FRIDA KAHLO
I have know girls named Freda, Freddie, Frankie, Franny and I remember meeting a charming little Irish girl named Feona once years ago when she was a foreign student in our area. But - I never recall ever
meeting, or even hearing of, a girl named Frida. I assume it is pronounced Free-da, or it could be Fri-da - as in the day of the week.
The name belonged to a complex , young girl by the name of Frida Kahlo. Her father was a Hungarian Jew and a photographer. Her mother was part Spanish and part native American. Frida was born in Mexico
City in 1910. At age six she was stricken with polio which left her with a permanent limp. Undaunted she went on to become an unabashed tomboy type and a favorite with her father. At age thirteen he enrolled her as one of
thirty-five girls in a student body of two thousand at the prestigious Preparatoria - the national prep school of Mexico and her career and mis-adventures proceeded.
At the school she met a young painter who had just returned to Mexico from France who was commissioned to do some murals in Mexican public buildings. His name was Diego Rivera and teen-ager Frida
found herself attracted to him. Not knowing how to deal with her emotions, the young girl teased him without mercy, played practical jokes on him and discovered numerous ways to make his wife Lupe Marin jealous. In 1925, Frida
was riding in a bus which collided with a streetcar. She was severely hurt and it was said that those injuries would prevent her from ever having children.
Many women might have given up at this point, but not
Frida Kahlo. She was forced to withdraw from school and thus away from Diego and Lupe Rivera. During her convalescence, Frida did something she had never done before. She painted a picture - a self-portrait. This was the
beginning or a new life for her.
She met a young photographer by the name of Tina Modotti and they became communist militants opposed to the “reactionary” rule of the Calles government of Mexico. When the
government withdrew all support from Diego Rivera concerning the murals he was doing , she took it as personal affront. Diego Rivera had been divorced from Lupe Marin by this time, so he and Frida were married and went off to
San Francisco and then to New York. after a quick visit to Mexico convinced them they were no longer welcome there. He accepted work in Detroit where Frida miscarried and-again, in recovery - painted another self-portrait titled
“Miscarriage in Detroit.” The career of Diego Rivera mis-carried shortly afterward. He was commissioned to do large murals at Rockerfeller Center, in New York, but his communists background caught up with him. He was dismissed
and all the work had completed was torn down.

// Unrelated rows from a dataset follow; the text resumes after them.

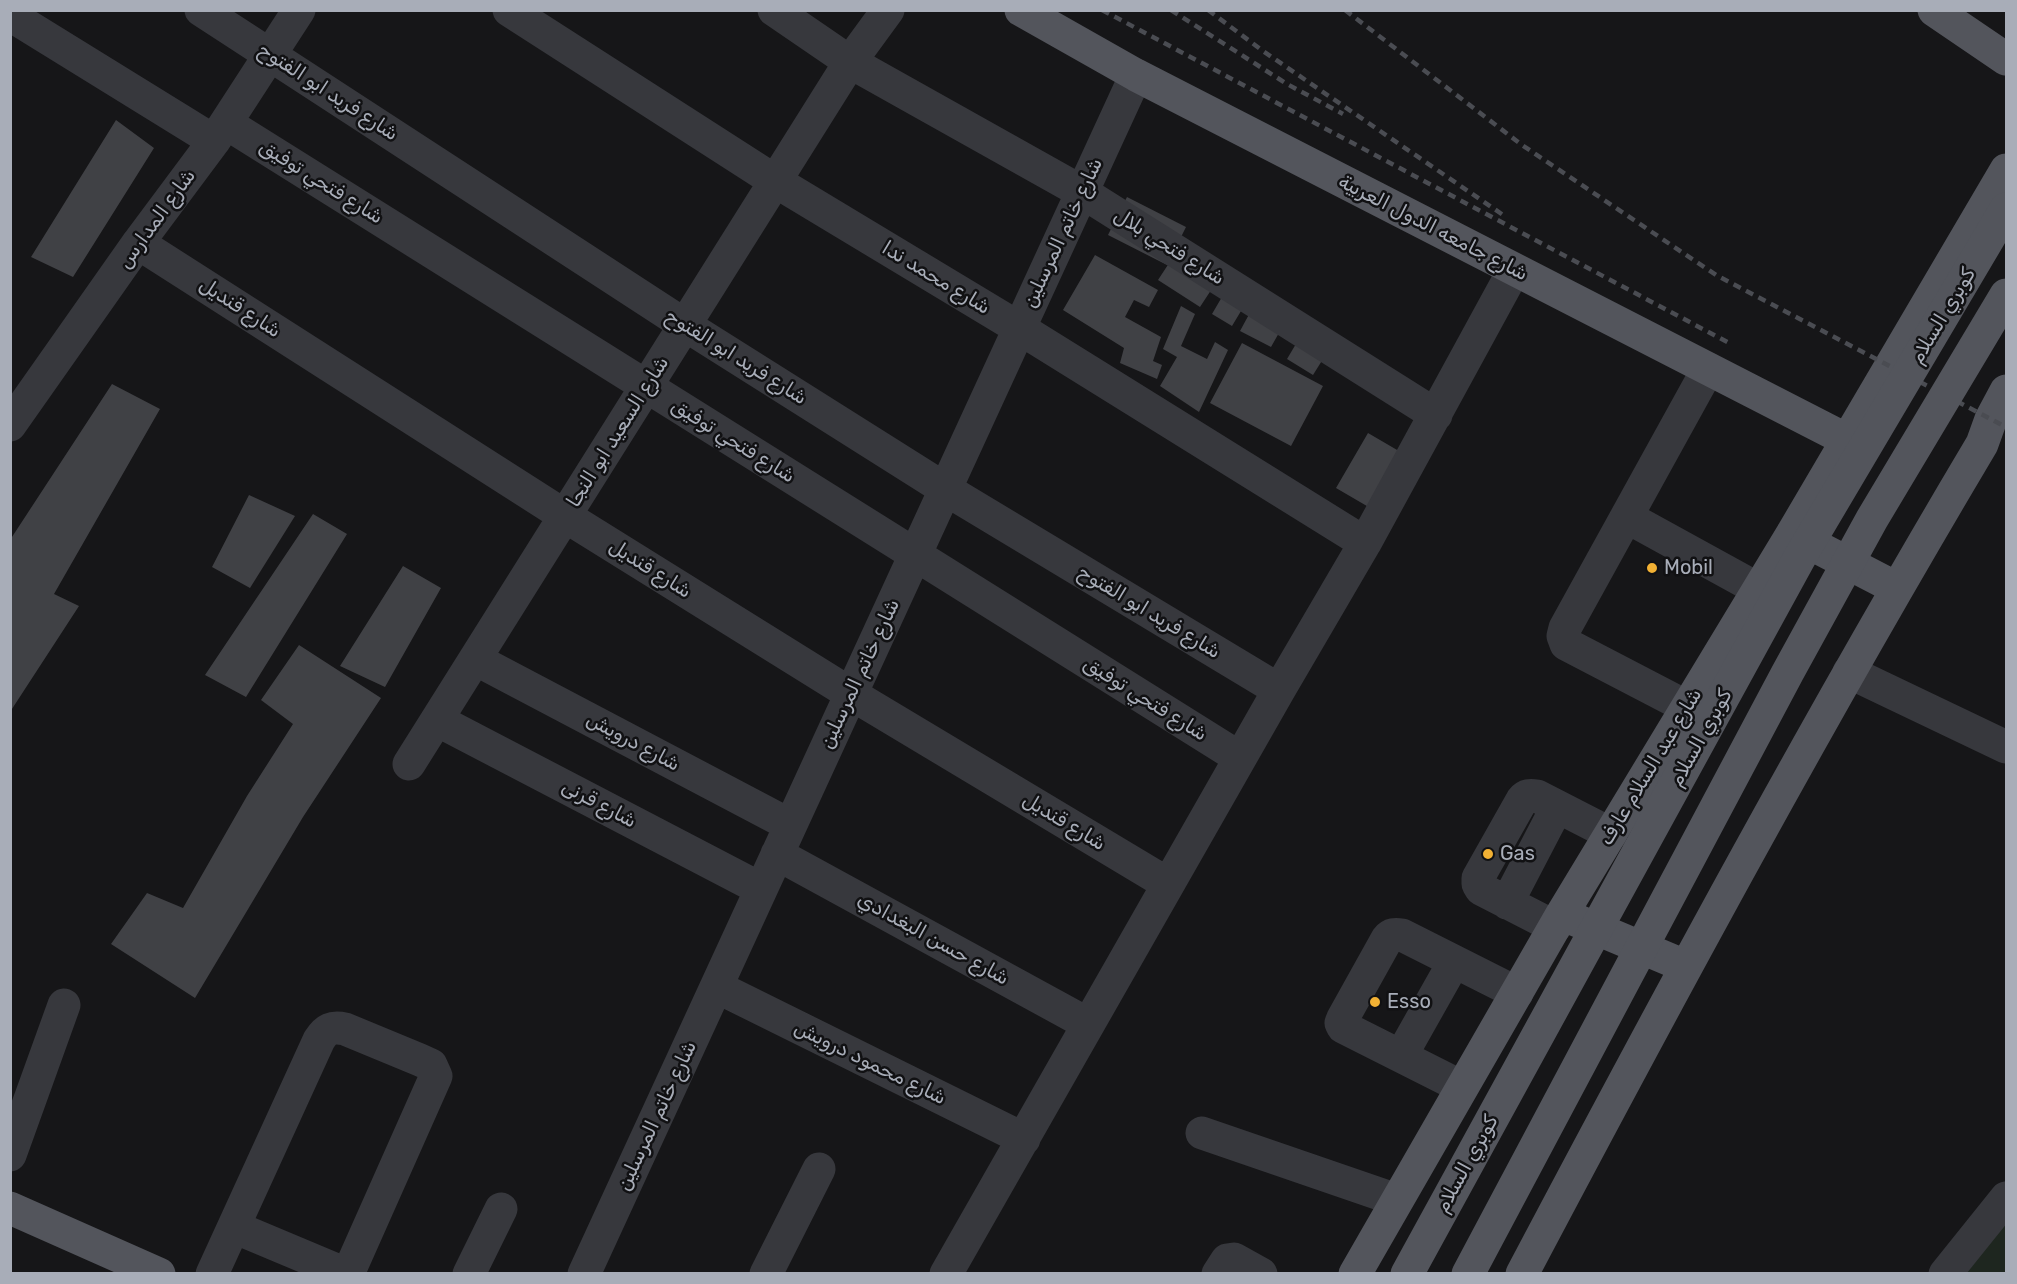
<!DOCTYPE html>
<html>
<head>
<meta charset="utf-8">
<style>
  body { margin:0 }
  #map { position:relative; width:2017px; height:1284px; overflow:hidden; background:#161618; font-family:Rubik,sans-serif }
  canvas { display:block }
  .frame { position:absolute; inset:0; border:12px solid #a8adb8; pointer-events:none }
</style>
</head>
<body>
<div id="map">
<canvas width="2017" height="1284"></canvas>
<div class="frame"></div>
</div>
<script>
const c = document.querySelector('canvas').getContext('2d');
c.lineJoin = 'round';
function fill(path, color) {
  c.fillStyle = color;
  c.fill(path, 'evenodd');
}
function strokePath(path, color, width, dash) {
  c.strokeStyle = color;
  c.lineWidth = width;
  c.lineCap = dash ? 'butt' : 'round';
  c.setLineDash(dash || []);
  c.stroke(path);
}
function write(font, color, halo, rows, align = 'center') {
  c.font = font + ' Rubik,"Noto Naskh Arabic",sans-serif';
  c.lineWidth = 5;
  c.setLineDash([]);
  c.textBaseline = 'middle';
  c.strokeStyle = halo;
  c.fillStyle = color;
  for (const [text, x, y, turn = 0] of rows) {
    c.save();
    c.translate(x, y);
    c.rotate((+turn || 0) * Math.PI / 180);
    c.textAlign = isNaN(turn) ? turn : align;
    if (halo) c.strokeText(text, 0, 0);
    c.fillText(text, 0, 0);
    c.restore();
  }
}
const green = new Path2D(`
  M2006,1198V1273H1966Z`);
const building = new Path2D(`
  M116,120L154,148L73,277L31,257Z
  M1127,197L1186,227L1167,265L1108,235Z
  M1175,254L1217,281L1200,307L1158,280Z
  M1095,255L1158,290L1149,307L1134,300L1125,317L1161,337L1153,361L1162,365L1157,379L1120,363L1124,348L1063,310Z
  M1226,290L1247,301L1232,326L1212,314Z
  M1181,306L1195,314L1181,346L1207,359L1215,342L1228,350L1199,412L1160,386L1177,357L1163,349Z
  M1253,307L1284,324L1271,347L1240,331Z
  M1306,327L1333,343L1313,375L1287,359Z
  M1242,343L1323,386L1291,446L1210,403Z
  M112,384L160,409L54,594L79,606L10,712V540Z
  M1368,433L1404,454L1372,509L1336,488Z
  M249,495L295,516L250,588L212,567Z
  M313,514L347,534L246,697L205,675Z
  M403,566L441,588L385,687L340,666Z
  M299,645L381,698L303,817L195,998L111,944L147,893L183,908L247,796L293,724L261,700Z`);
const minor = new Path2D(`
  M201,10L685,325L945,489L1279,690
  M509,10L775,181L1019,328L1365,543
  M774,10L850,62L1082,192L1436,415
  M10,15L214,141
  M226,123L1240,758
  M138,243L565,516L851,694L1168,884
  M10,425L138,243L214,141L299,10
  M1627,517L1758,589
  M475,659L790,825
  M1849,672L2006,747
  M1687,707L1566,644L1563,636L1565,628L1708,369
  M437,720L761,889
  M409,764L850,62L888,10
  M777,854L1088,1024
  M1507,903L1557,807
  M1555,927L1481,889L1478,884V878L1522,800C1526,795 1530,795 1537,796L1611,834
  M717,987L1024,1139
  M1401,1056L1454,962
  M1462,1087L1343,1027L1341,1023L1343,1018L1387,939C1391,934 1395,934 1402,935L1517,993
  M1202,1133L1397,1200
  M10,1155L64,1005
  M234,1227L346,1274
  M212,1274L319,1040C326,1029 332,1026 345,1029L420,1060L431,1065L436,1076L348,1274
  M469,1274L501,1209
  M584,1274L1136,75
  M766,1274L819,1169
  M946,1274L1279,690L1365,543L1514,270
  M1218,1274L1227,1260L1234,1259L1261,1274
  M1945,1274L2006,1198`);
const major = new Path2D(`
  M1021,10L1136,75L1847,440
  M1934,10L2006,59
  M1792,534L1896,588
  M1571,918L1685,966
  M10,1208L159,1274
  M1355,1274L1562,914L1792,534L2006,170
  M1522,1274C1670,994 1820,716 1982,444L1991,419L2006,391`);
const rail = new Path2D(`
  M1102,10L1731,344
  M1171,10L1287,84L1343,114
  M1208,10L1263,51L1506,217
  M1345,10L1522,145L1716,275L2006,427`);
const majorBridge = new Path2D(`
  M1407,1274L1800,557L2006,209
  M1468,1274L1788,672L1872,519L2006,295`);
const markers = [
  [1652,568,6,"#f2b134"],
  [1488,854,6,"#f2b134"],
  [1375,1002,6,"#f2b134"]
];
const streetNames = [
  ["شارع فريد ابو الفتوح",328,92,33],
  ["شارع فتحي توفيق",321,182,32],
  ["شارع المدارس",157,219,-54],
  ["شارع جامعه الدول العربية",1433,228,27],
  ["شارع خاتم المرسلين",1063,233,-65],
  ["شارع فتحي بلال",1169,247,32],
  ["شارع محمد ندا",936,278,31],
  ["شارع قنديل",240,308,33],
  ["كوبري السلام",1943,316,-59],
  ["شارع فريد ابو الفتوح",736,357,32],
  ["شارع السعيد ابو النجا",618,432,-58],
  ["شارع فتحي توفيق",733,441,32],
  ["شارع قنديل",650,569,32],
  ["شارع فريد ابو الفتوح",1149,612,31],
  ["شارع خاتم المرسلين",860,674,-65],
  ["شارع فتحي توفيق",1145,699,32],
  ["كوبري السلام",1701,738,-61],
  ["شارع درويش",633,742,28],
  ["شارع عبد السلام عارف",1651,767,-59],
  ["شارع قرنى",599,804,28],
  ["شارع قنديل",1064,822,31],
  ["شارع حسن البغدادي",933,939,29],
  ["شارع محمود درويش",870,1063,26],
  ["شارع خاتم المرسلين",657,1116,-65],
  ["كوبري السلام",1467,1164,-61]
];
const poiNames = [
  ["Mobil",1664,568],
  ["Gas",1500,854],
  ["Esso",1387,1002]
];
fill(green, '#1e261f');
fill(building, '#404145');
strokePath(minor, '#37383d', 33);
strokePath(major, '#53555c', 33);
strokePath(rail, '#4a4c52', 4.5, [8, 6]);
strokePath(majorBridge, '#53555c', 33);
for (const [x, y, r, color] of markers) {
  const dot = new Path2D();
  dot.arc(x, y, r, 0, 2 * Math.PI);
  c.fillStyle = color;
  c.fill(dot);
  strokePath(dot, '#111113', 2);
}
write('20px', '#a8adb8', '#111113', streetNames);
write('20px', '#a8adb8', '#111113', poiNames, 'left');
</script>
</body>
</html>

Frida was painting with regularity. She developed, with Rivera’s generous and eager help, a style akin to native tribal art of ancient Mexico. She specialized in small paintings called “retablos” of the type used in so
many Mexico churches. I find it odd to think that her small paintings may, in time, live on-and-on and her reputation as an artist steadily increase, which that of Diego Rivera and his massive murals will fade away and be difficult to
remember.
Frida Rivera is quoted as having said: “Two accidents shaped my life....a tram knocking me down... the other accident was meeting Diego Rivera.”
Consider Frida when you think you have “troubles.” But do not - I repeat - do not - set her up as an example to follow. From this point on Frida Rivera made the worst possible choices in almost everything she did
and her life came tumbling down around her. Her’s is one of the greatest stories of an artist gone wrong.
It is best read, or retold, perhaps, as a “How NOT To...” guide.